Given data -
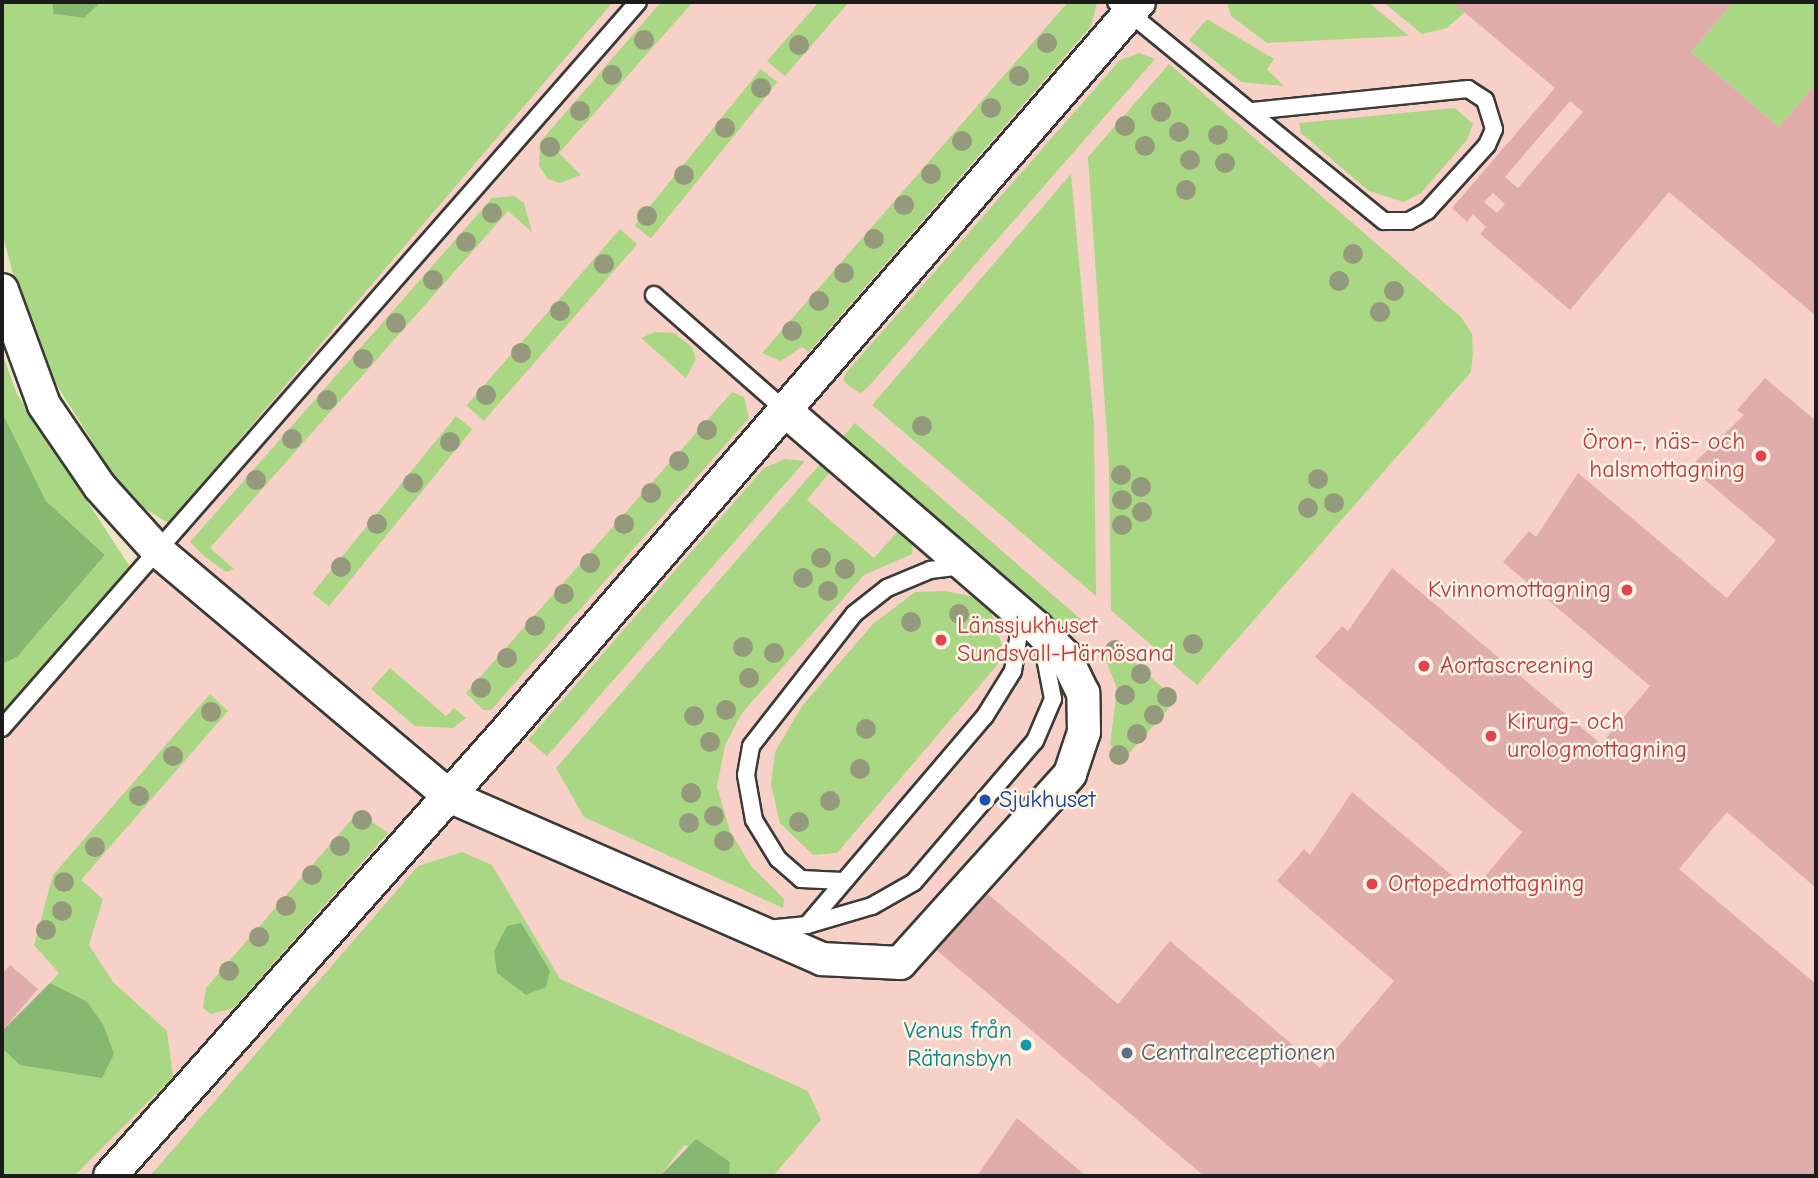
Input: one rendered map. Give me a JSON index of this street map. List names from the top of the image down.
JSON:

--

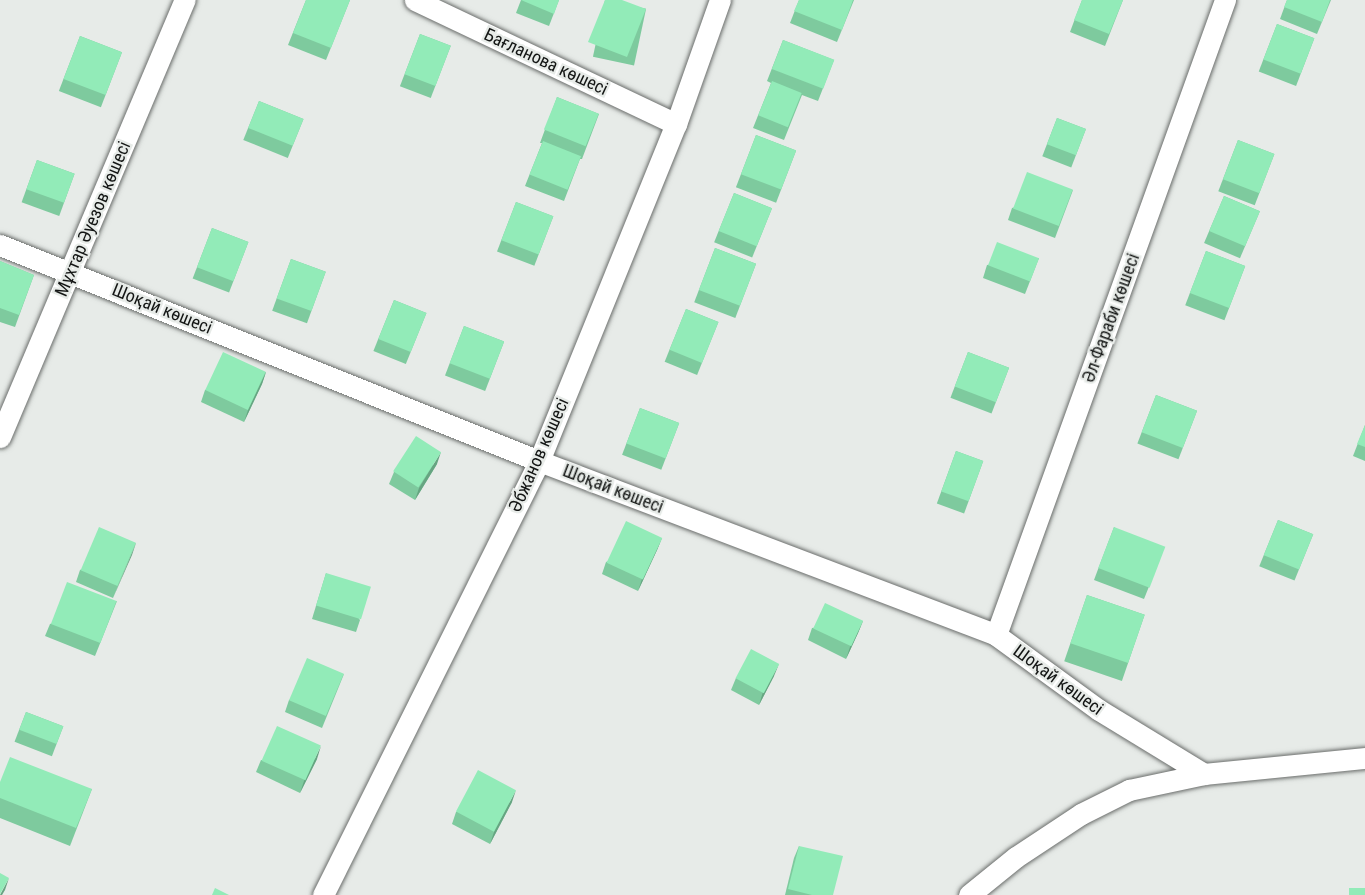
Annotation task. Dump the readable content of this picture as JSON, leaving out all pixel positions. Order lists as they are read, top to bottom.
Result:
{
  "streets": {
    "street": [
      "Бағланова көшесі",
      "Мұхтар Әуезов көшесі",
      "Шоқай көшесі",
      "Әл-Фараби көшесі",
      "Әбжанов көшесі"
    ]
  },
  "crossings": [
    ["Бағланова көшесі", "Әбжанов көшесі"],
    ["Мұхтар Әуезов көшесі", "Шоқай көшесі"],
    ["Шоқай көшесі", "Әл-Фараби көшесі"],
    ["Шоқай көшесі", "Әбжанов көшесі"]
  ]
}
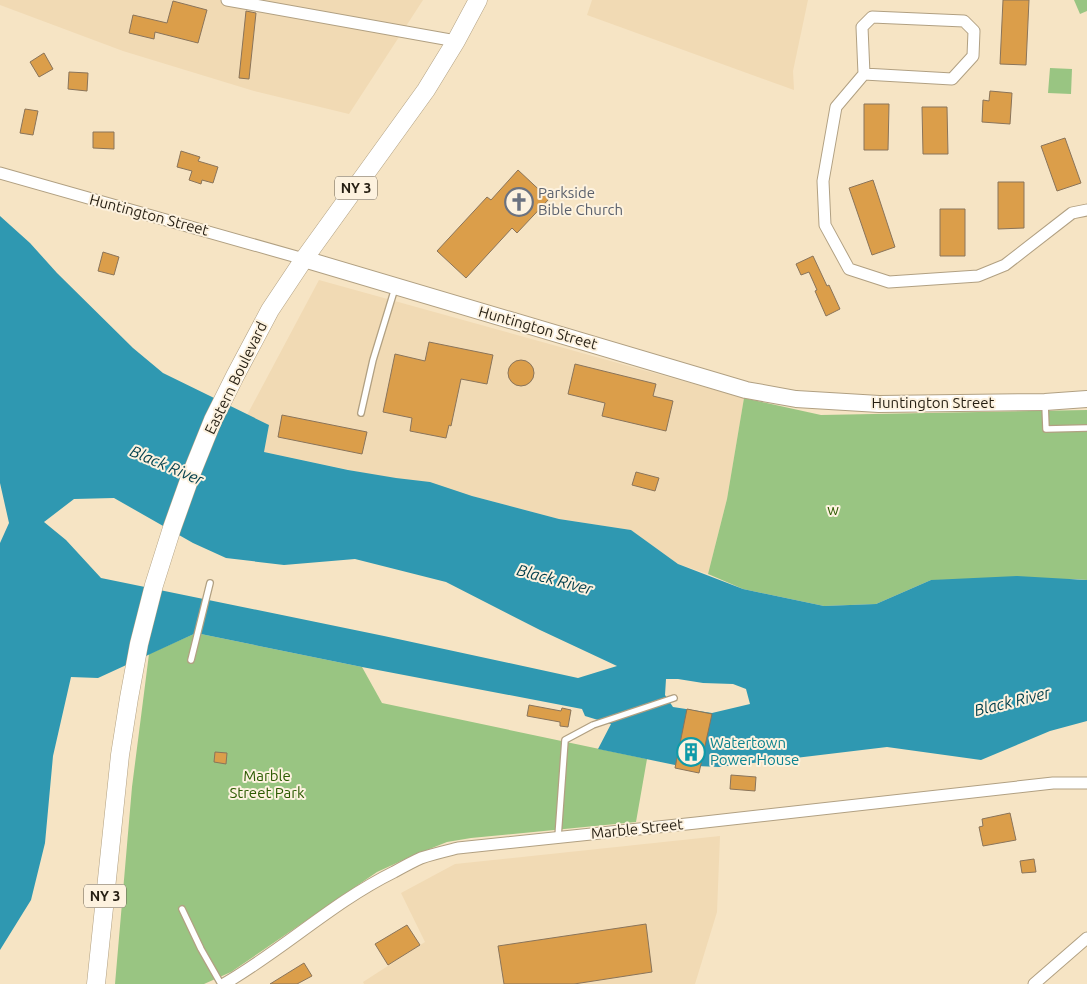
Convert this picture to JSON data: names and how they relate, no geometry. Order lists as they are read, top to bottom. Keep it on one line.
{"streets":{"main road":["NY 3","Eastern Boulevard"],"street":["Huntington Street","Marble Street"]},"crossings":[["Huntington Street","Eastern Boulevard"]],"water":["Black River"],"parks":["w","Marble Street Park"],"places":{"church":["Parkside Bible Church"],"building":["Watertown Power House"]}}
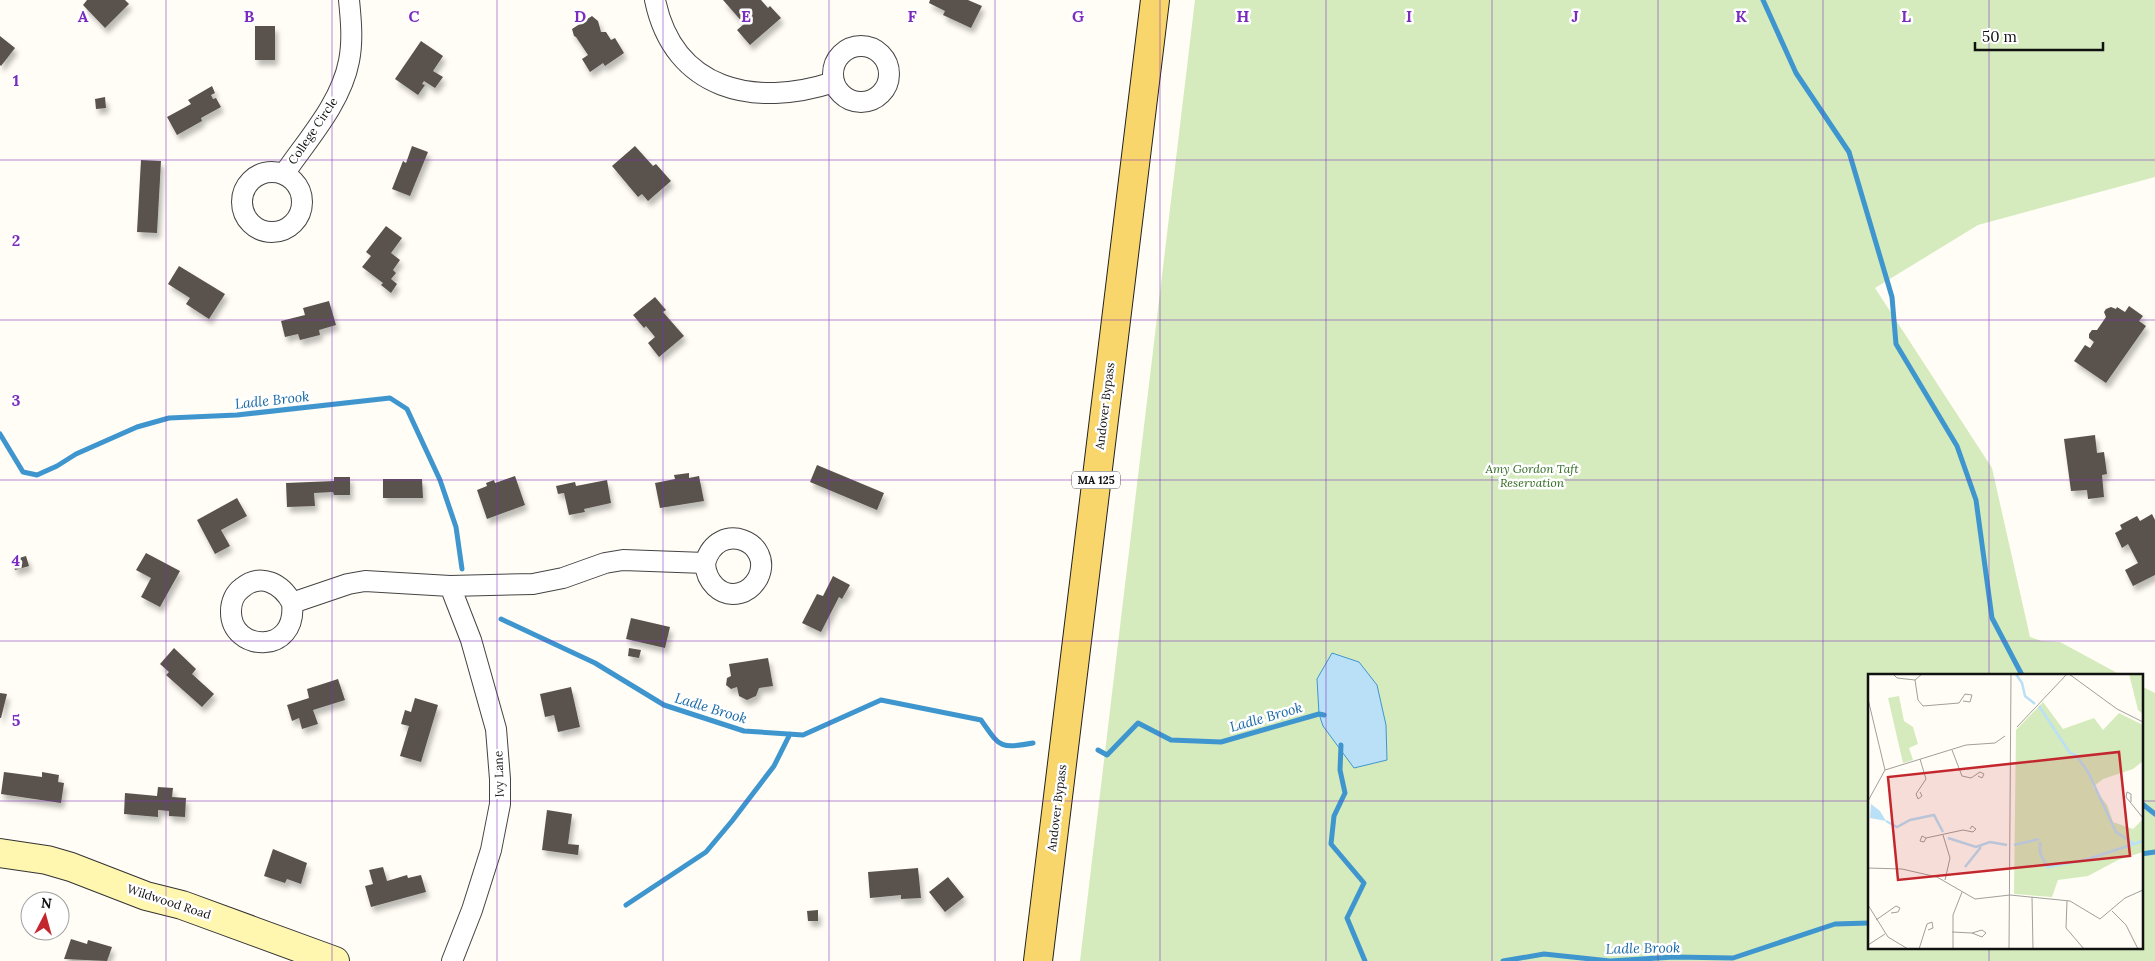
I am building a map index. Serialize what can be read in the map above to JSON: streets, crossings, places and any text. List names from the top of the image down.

Your instructions -
Read the material above and copy out each line holding "index".

Response to this task -
Input: one rendered map. Give me a JSON index of this street map. List names from the top of the image down.
I am building a map index. Serialize what can be read in the map above to JSON: streets, crossings, places and any text. List names from the top of the image down.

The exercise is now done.